No budget this year, says Finance Minister François-Philippe Champagne. Photographer: Patrick Doyle/Reuters
Budget Delayed, Budget Denied?
Prime Minister Mark Carney unveiled his new cabinet on Tuesday, a day of pageantry, fist bumps and air kisses at Rideau Hall. The next day, it was time for one of his government’s first official moves, which turned out to be…nothing.
Finance Minister François-Philippe Champagne, who got the job right before the election campaign, casually said the government won’t bring forward a budget before Parliament’s summer break. In fact, it’s not clear he’ll release one at all this year.

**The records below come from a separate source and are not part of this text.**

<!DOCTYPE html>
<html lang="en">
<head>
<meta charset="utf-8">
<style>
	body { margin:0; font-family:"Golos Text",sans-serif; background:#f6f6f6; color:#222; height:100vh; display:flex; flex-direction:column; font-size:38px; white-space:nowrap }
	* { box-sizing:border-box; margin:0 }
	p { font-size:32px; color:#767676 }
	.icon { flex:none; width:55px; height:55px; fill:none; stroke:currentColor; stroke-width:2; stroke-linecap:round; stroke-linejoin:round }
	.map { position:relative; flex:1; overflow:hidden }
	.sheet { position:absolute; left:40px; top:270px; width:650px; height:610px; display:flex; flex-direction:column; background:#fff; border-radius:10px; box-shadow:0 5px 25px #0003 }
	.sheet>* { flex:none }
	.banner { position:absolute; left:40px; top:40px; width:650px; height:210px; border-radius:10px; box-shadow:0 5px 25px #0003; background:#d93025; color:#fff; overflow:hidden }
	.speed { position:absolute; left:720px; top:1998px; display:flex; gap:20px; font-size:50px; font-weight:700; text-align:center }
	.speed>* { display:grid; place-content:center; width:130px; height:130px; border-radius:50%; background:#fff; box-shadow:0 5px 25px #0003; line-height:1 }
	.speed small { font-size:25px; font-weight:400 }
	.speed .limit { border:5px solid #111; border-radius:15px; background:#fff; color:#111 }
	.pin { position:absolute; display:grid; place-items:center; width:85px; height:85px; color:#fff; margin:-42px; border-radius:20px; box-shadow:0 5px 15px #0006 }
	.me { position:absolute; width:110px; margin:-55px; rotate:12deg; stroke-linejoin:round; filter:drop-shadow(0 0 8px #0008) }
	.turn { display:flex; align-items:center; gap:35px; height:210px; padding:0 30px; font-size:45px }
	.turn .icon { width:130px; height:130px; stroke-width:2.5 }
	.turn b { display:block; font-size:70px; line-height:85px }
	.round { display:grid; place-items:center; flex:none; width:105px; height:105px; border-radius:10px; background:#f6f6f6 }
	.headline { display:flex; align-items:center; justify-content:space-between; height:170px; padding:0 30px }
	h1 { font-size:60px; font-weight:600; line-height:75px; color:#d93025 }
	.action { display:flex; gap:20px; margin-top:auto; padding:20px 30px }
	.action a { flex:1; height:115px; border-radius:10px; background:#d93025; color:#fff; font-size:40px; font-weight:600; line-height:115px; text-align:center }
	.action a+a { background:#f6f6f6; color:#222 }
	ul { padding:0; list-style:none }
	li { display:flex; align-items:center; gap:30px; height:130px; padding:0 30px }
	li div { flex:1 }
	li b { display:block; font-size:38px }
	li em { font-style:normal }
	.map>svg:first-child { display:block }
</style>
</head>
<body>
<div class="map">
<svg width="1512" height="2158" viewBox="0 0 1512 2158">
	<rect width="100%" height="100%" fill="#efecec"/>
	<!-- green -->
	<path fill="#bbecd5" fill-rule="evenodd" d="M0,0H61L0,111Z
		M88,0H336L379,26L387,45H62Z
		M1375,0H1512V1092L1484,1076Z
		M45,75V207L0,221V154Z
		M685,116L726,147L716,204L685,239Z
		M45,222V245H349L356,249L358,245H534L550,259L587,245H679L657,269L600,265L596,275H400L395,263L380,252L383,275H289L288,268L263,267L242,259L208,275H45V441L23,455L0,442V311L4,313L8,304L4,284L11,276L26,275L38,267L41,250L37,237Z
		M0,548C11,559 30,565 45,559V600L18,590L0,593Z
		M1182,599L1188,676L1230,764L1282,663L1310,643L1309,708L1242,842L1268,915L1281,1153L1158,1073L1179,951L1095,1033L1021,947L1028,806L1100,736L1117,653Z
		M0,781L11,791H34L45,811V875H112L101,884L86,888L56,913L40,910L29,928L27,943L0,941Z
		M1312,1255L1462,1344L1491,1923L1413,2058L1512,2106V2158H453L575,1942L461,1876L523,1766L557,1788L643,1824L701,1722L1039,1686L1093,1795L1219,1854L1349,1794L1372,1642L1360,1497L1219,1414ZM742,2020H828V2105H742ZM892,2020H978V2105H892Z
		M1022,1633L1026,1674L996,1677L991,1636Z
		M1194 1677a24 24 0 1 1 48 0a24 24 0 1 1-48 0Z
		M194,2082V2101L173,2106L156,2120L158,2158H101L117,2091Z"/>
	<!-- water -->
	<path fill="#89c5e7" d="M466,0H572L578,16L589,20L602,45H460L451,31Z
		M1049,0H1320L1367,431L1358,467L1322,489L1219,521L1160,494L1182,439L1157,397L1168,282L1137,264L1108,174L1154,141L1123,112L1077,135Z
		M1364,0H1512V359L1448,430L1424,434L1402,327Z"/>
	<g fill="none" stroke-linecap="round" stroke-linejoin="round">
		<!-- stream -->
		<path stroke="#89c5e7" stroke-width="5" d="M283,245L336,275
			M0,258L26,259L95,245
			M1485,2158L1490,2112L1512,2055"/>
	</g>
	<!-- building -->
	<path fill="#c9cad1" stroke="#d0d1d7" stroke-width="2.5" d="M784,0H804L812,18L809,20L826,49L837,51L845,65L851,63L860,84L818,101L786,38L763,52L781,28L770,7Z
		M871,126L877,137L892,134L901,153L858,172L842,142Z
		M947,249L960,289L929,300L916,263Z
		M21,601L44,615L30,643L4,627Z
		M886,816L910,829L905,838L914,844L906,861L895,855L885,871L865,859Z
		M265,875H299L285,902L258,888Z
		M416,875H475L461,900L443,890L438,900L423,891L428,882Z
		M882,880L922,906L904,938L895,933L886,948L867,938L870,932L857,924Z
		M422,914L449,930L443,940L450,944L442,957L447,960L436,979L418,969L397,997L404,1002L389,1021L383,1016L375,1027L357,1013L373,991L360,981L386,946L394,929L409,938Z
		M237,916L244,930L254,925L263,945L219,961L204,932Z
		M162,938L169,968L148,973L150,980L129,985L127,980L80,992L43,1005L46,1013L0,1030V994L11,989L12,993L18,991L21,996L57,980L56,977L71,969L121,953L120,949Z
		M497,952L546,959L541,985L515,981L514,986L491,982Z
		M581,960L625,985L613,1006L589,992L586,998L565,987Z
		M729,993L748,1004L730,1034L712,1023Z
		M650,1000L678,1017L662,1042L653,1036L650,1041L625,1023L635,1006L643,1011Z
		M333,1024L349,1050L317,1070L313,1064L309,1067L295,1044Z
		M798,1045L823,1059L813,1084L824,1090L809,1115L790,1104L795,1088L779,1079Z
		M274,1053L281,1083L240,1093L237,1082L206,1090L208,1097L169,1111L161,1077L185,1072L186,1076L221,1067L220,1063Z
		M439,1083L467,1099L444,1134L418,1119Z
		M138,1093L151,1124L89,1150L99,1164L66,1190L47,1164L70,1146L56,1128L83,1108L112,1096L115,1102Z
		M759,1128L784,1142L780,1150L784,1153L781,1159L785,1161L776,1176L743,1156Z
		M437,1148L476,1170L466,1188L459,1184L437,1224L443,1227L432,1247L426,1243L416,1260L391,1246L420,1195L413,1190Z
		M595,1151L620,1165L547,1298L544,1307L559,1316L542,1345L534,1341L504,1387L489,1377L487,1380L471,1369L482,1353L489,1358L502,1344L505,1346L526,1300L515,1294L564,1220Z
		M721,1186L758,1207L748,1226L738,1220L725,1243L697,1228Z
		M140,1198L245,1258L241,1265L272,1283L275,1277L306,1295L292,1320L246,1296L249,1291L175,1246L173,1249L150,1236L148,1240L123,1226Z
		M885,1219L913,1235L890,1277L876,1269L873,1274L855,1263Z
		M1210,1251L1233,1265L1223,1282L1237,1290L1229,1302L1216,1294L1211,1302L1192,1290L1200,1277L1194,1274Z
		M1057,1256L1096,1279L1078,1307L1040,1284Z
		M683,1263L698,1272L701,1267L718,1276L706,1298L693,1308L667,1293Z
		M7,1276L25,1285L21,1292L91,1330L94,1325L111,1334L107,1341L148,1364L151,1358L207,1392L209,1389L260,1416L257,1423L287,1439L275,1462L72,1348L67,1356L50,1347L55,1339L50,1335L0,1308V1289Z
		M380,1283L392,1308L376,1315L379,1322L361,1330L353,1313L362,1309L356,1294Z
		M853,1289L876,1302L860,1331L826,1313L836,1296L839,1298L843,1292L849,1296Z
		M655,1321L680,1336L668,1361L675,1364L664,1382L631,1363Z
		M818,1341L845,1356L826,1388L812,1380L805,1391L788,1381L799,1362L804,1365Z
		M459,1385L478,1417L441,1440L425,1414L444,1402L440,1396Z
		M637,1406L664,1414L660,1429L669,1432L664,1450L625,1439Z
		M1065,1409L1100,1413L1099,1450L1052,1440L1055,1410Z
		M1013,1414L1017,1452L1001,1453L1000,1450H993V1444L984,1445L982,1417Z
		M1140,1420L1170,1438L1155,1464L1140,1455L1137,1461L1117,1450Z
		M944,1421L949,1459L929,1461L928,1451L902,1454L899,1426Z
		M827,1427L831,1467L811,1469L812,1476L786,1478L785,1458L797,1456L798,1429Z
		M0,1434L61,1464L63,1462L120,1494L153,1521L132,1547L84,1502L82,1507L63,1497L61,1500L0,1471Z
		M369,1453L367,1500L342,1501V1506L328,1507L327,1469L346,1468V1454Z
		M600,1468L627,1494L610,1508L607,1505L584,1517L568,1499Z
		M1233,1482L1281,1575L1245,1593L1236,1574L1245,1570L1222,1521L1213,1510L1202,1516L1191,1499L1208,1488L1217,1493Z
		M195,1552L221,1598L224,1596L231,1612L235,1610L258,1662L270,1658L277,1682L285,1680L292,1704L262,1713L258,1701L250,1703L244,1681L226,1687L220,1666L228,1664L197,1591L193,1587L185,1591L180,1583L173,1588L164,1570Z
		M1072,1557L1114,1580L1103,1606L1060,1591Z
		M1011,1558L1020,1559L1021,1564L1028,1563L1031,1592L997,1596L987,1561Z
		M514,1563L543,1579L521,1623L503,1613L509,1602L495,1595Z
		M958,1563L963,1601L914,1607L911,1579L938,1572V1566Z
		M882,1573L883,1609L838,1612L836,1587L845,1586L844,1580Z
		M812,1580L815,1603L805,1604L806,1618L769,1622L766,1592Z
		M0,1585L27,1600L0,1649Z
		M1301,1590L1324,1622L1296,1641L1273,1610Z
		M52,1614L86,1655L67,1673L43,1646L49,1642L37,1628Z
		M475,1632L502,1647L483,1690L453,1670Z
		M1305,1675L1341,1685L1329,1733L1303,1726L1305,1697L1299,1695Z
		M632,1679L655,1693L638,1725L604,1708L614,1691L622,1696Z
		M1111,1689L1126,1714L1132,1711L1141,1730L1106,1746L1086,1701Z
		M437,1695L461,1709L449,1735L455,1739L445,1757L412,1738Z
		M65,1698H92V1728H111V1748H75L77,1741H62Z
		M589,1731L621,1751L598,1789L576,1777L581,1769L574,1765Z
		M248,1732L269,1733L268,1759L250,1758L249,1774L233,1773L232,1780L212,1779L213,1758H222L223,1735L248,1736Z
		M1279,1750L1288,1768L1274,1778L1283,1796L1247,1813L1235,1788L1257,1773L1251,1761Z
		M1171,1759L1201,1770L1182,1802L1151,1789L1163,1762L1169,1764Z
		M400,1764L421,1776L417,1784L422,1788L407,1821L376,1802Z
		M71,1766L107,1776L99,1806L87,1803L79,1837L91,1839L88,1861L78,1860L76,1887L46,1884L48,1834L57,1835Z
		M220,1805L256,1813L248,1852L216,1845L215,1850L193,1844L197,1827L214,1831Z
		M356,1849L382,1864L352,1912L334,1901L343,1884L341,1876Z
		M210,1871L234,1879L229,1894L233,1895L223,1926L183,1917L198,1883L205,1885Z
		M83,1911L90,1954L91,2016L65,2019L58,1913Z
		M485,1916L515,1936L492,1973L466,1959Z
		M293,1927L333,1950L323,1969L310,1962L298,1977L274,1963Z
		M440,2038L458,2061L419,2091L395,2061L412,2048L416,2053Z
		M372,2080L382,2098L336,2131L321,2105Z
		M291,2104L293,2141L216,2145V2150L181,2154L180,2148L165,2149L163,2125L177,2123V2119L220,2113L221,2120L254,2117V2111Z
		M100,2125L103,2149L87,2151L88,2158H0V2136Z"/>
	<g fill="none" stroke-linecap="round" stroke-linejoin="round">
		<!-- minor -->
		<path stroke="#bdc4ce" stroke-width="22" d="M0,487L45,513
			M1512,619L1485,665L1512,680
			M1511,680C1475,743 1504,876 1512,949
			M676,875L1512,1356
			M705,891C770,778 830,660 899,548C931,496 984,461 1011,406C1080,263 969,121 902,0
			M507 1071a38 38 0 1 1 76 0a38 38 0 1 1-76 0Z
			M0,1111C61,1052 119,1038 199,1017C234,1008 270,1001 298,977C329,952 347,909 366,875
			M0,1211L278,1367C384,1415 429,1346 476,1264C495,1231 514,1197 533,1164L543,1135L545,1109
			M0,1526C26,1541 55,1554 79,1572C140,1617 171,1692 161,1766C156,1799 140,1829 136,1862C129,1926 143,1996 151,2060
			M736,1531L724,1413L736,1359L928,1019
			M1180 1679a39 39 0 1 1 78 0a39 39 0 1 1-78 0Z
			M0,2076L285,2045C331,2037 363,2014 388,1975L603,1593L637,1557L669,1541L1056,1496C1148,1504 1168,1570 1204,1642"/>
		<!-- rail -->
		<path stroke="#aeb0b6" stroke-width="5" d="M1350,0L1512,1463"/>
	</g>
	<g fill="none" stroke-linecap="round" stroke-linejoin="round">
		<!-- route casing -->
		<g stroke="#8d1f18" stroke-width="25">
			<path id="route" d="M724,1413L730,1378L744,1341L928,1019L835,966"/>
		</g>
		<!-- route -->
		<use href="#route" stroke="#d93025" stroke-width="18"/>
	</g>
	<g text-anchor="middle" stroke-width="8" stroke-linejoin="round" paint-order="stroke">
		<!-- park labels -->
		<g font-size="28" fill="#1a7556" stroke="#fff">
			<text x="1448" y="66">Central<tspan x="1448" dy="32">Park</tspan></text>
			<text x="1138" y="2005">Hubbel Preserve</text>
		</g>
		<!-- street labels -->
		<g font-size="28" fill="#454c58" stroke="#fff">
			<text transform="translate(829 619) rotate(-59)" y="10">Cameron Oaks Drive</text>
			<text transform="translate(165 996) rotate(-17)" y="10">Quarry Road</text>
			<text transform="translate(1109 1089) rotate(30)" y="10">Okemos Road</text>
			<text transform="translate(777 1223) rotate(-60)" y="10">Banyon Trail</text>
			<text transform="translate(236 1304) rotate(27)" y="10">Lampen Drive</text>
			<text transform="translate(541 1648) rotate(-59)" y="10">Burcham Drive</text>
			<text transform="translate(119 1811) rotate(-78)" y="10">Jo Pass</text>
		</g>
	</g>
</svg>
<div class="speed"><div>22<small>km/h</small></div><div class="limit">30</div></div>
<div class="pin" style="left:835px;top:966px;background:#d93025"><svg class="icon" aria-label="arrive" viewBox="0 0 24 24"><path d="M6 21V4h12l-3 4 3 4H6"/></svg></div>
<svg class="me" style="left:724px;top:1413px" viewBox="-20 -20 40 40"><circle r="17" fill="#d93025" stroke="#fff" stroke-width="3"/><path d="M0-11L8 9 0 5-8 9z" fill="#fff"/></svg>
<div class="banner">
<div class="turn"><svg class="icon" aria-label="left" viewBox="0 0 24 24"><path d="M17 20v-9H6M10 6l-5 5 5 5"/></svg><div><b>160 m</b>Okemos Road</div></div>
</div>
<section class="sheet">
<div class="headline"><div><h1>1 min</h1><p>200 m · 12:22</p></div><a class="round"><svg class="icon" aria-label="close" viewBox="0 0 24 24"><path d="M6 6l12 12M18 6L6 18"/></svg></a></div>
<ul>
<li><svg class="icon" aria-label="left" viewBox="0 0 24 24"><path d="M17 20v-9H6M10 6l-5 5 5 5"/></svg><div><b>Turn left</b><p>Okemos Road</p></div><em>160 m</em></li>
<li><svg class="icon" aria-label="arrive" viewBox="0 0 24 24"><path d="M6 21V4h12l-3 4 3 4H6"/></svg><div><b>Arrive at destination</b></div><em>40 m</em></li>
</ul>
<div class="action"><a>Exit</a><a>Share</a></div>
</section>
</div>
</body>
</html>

He said only that the government will implement an income-tax cut by July and publish an economic statement in the fall.
“I still don’t like this one bit,” said Derek Holt, Bank of Nova Scotia’s head of capital markets economics, wrote in a report Thursday. “Canadians have a right to know the state of the government’s finances — like how bad are they now — and the planned consequences to deficits and debt.”
The government may be trying to keep its options open in the face of unpredictable policies from the Trump administration, Holt said. “But I’d prefer transparency along the way, adjust as needed, while maximizing optionality.”
Carney shakes hands with Champagne after a swearing-in ceremony for the new federal cabinet, a mix of familiar faces and political rookies. Photographer: David Kawai/Bloomberg
Since the middle of December, we’ve had three swearing-in ceremonies for new federal cabinets, but zero budgets.
Carney’s Liberal Party did put forth a rough fiscal plan during the recent campaign, and Champagne pointed to it in his comments to the media, stating, “Priorities are not going to be different.”
But that document was criticized for some optimistic figures, such as a pledge to find C$32 billion ($22.9 billion) in combined savings by 2028-29 through improved productivity and a program review.
And one of the key numbers in the Liberal platform was an assumed C$20 billion in revenue from “Canada’s tariff response” this fiscal year. The government’s retaliatory taxes against US products would bring in a small windfall, the Liberals said, helping to offset the reduced tax take from slower economic growth.
That figure looks shakier this week after an Oxford Economics report analyzed the impact of tariff exemptions that Champagne himself announced last month.
In a bid to soften the blow for the domestic economy, Carney’s government put a six-month pause on tariffs for products used in Canadian manufacturing, processing and food and beverage packaging, and for items related to health care, public safety and national security.
Some retaliatory tariffs on US goods remain, including on consumer items like coffee, booze, clothes and makeup (good time for a “buy nothing” year). But the government has also given automakers a break, allowing companies that manufacture in Canada to import some vehicles to the country tariff-free.
It’s a lot of exemptions. The overall result is that the real tariff rate on US goods hasn’t increased much at all, according to Oxford economists Tony Stillo and Michael Davenport. So what about that C$20 billion, which was rather important in helping the Liberals publish a platform with a projected deficit of C$62 billion, rather than something larger?
The decision to dodge the budget for now drew criticism from some in the finance world. The government should “act boldly,” Jon Love, executive chair and founder of KingSett Capital, wrote on LinkedIn, adding, “but as every business person knows, that always starts with a plan, guided and defined by a budget.”
But it’s also worth looking at another early move by Carney’s new team. And it’s one that other business types — particularly top bank leaders and resource-company executives — will likely be more focused on than the missing budget.
Tim Hodgson, top row center, is wearing shades because Canada’s economic future is so bright. Photographer: David Kawai/Bloomberg
The morning after Champagne’s budget-free media appearances, Enbridge Inc. announced it was selling a stake in natural gas pipelines to a group of First Nations in British Columbia. The deal will be backed by a C$400 million loan guarantee from the government.
Scan the press release and you’ll notice it quotes Tim Hodgson, the former Goldman Sachs banker and newly minted minister of energy and natural resources. He called the agreement a “powerful example of how our new federal government is getting things done in Canada.”
Hodgson wasn’t named finance minister, as the prime minister decided to stick with the politically battle-tested Champagne. But Hodgson’s appointment to a senior economic post is being taken as a positive signal by many on Bay Street that Carney is serious about unlocking more investment and faster project approvals in the resource sector.
And they don’t need a budget to do that. Never mind transparency!